Optimizing C++/Code optimization/Faster operations

Some elementary operations, even being conceptually as simple as others, are much faster for the processor. A clever programmer can choose the faster instructions for the job.

Though, every optimizing compiler is already able to choose the fastest instructions for the target processor, and so some techniques are useless with some compilers.

In addition, some techniques may even worsen performance on some processors.

In this section some techniques are presented that may improve performance on some compiler/processor combinations.

Structure fields order

Arrange the member variables of classes and structures in such a way that the most used variables are in the first 128 bytes, and then sorted from the longest object to the shortest.

If in the following structure the msg member is used only for error messages, while the other members are used for computations:

struct {
    char msg[400];
    double d;
    int i;
};

you can speed up the computation by replacing the structure with the following one:

struct {
    double d;
    int i;
    char msg[400];
};

On some processors, the addressing of a member is more efficient if its distance from the beginning of the structure is less than 128 bytes.

In the first example, to address the d and i fields using a pointer to the beginning of the structure, an offset of at least 400 bytes is required.

Instead, in the second example, containing the same fields in a different order, the offsets to address d and i are of few bytes, and this allows to use more compact instructions.

Now, let's assume you wrote the following structure:

struct {
    bool b;
    double d;
    short s;
    int i;
};

Because of fields alignment, it typically occupies 1 (bool) + 7 (padding) + 8 (double) + 2 (short) + 2 (padding) + 4 (int) = 24 bytes.

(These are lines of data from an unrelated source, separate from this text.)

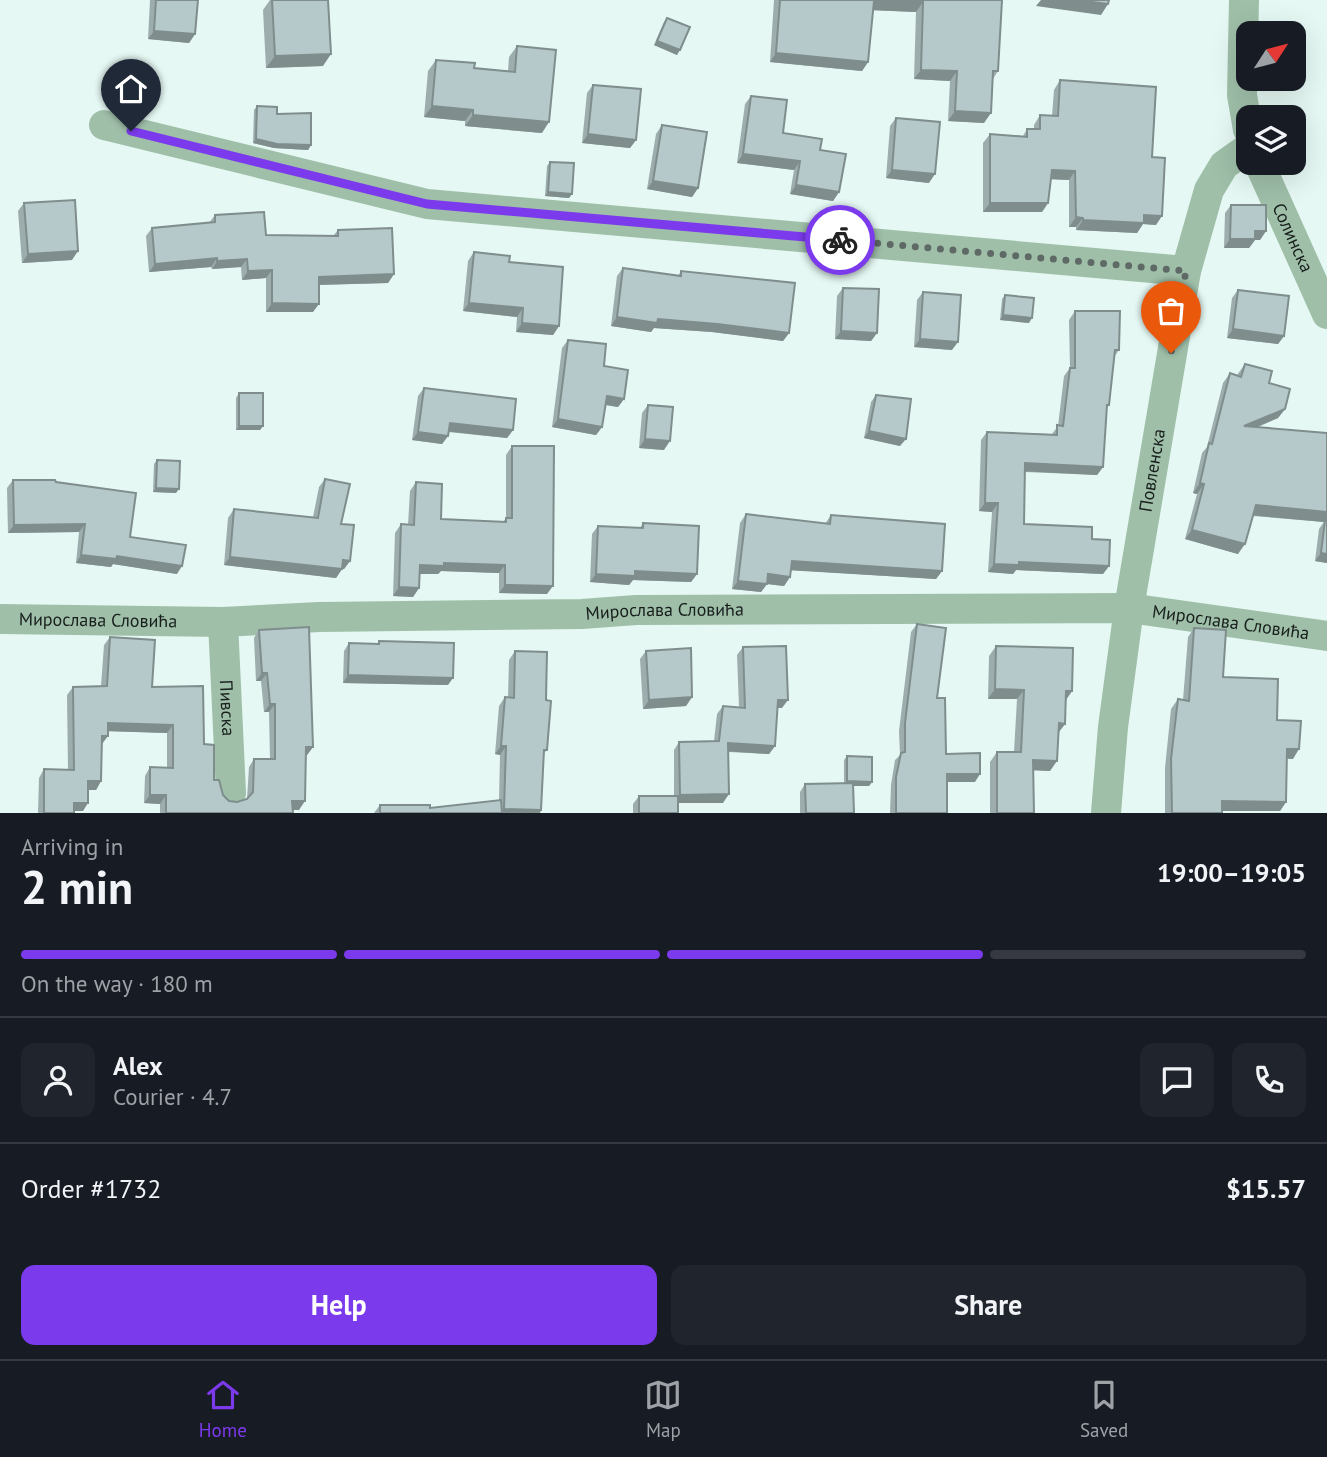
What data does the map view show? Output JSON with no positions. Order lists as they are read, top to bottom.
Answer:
{
  "streets": {
    "street": [
      "Солинска",
      "Повленска",
      "Мирослава Словића",
      "Пивска"
    ]
  },
  "crossings": [
    ["Повленска", "Мирослава Словића"],
    ["Мирослава Словића", "Пивска"]
  ],
  "north": "top right",
  "page": {
    "heading": ["2 min", "Arriving in", "19:00–19:05"],
    "panel": [
      "Alex",
      "Courier · 4.7",
      "Order #1732",
      "$15.57"
    ],
    "bar": "On the way · 180 m",
    "buttons": ["Help", "Share"],
    "tabs": ["Home", "Map", "Saved"]
  }
}
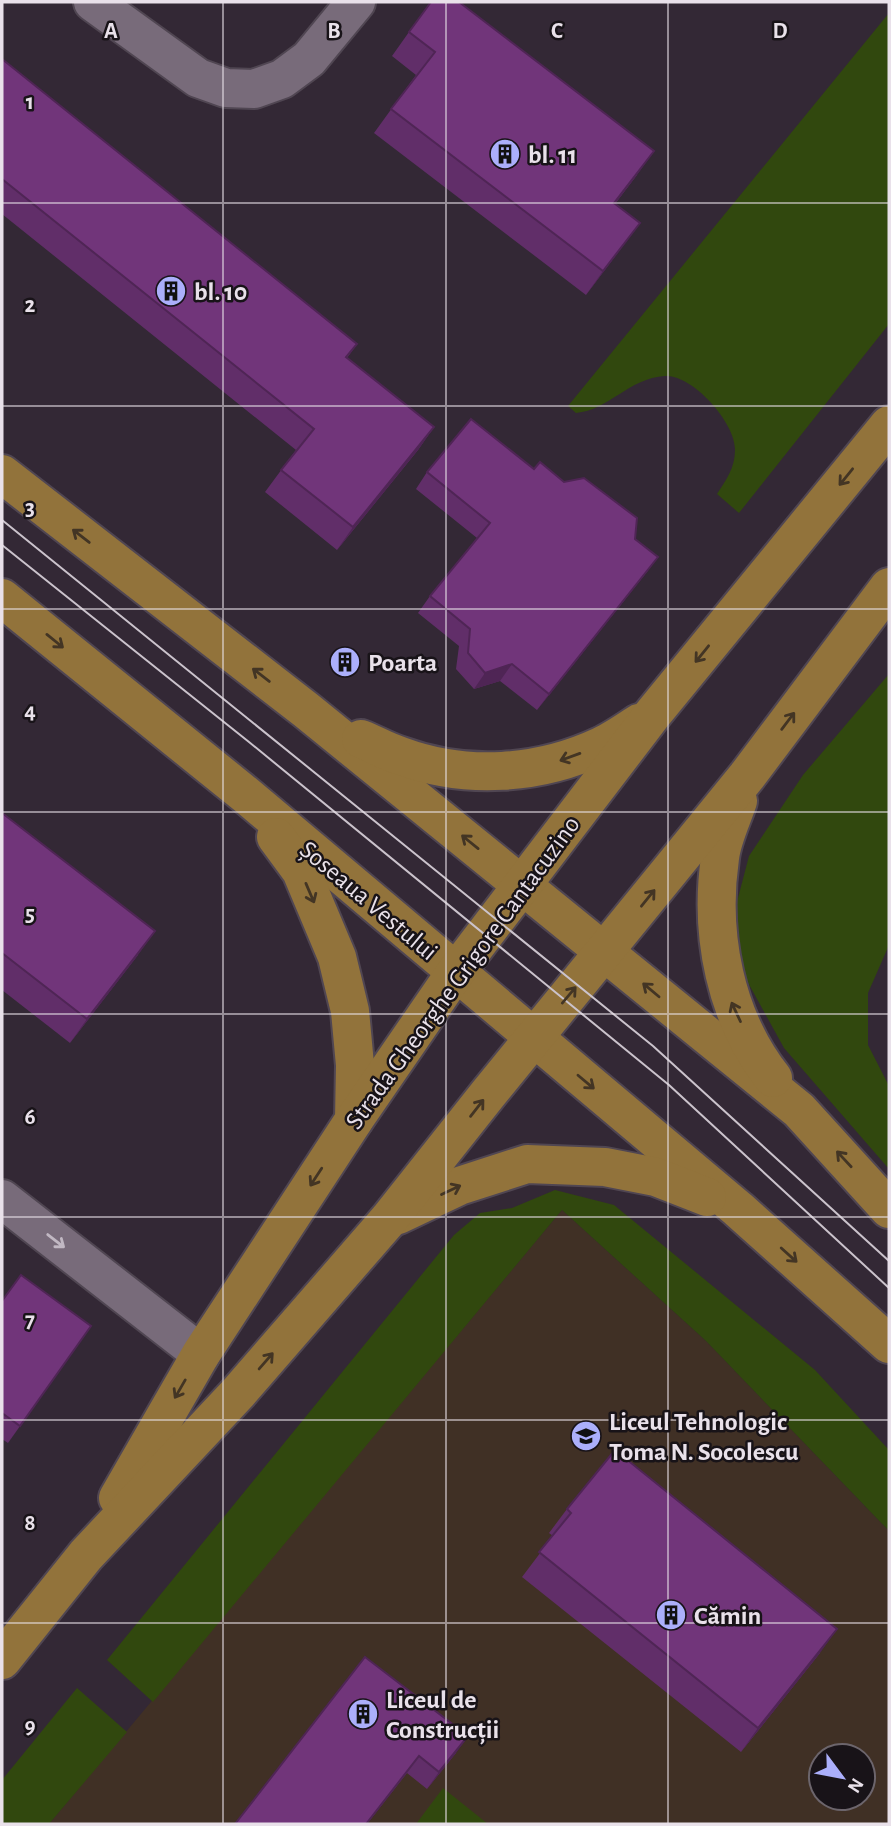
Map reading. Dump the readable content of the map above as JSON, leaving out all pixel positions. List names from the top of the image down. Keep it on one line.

The following structure is obtained from the previous one by sorting the fields from the longest to the shortest:

struct {
    double d;
    int i;
    short s;
    bool b;
};

It typically occupies 8 (double) + 4 (int) + 2 (short) + 1 (bool) + 1 (padding) = 16 bytes. The sorting minimized the paddings (or holes) caused by the alignment requirements, and so generates a more compact structure.

Floating point to integer conversion

Exploit non-standard routines to round floating point numbers to integer numbers.

The C++ language do not provide a primitive operation to round floating point numbers. The simplest technique to convert a floating point number x to the nearest integer number n is the following statement:

n = int(floor(x + 0.5f));

Using such a technique, if x is exactly equidistant between two integers, n will be the upper integer (for example, 0.5 generates 1, 1.5 generates 2, -0.5 generates 0, and -1.5 generates -1).

Unfortunately, on some processors (in particular, the Pentium family), such expression is compiled in a very slow machine code. Some processors have specific instructions to round numbers.

In particular, the Pentium family has the instruction fistp, that, used as in the following code, gives much faster, albeit not exactly equivalent, code:

#if defined(__unix__) || defined(__GNUC__)
    // For 32-bit Linux, with Gnu/AT&T syntax
    __asm ("fldl %1 \n fistpl %0 " : "=m"(n) : "m"(x) : "memory" );
#else
    // For 32-bit Windows, with Intel/MASM syntax
    __asm fld qword ptr x;
    __asm fistp dword ptr n;
#endif

The above code rounds x to the nearest integer, but if x is exactly equidistant between two integers, n will be the nearest even integer (for example, 0.5 generates 0, 1.5 generates 2, -0.5 generates 0, and -1.5 generates -2).

If this result is tolerable or even desired, and you are allowed to use embedded assembly, then use this code. Obviously, it is not portable to other processor families.

Integer numbers bit twiddling

Twiddle the bits of integer numbers exploiting your knowledge of their representation.

A collection of hacks of this kind is here. Some of these tricks are actually already used by some compilers, others are useful to solve rare problems, others are useful only on some platforms.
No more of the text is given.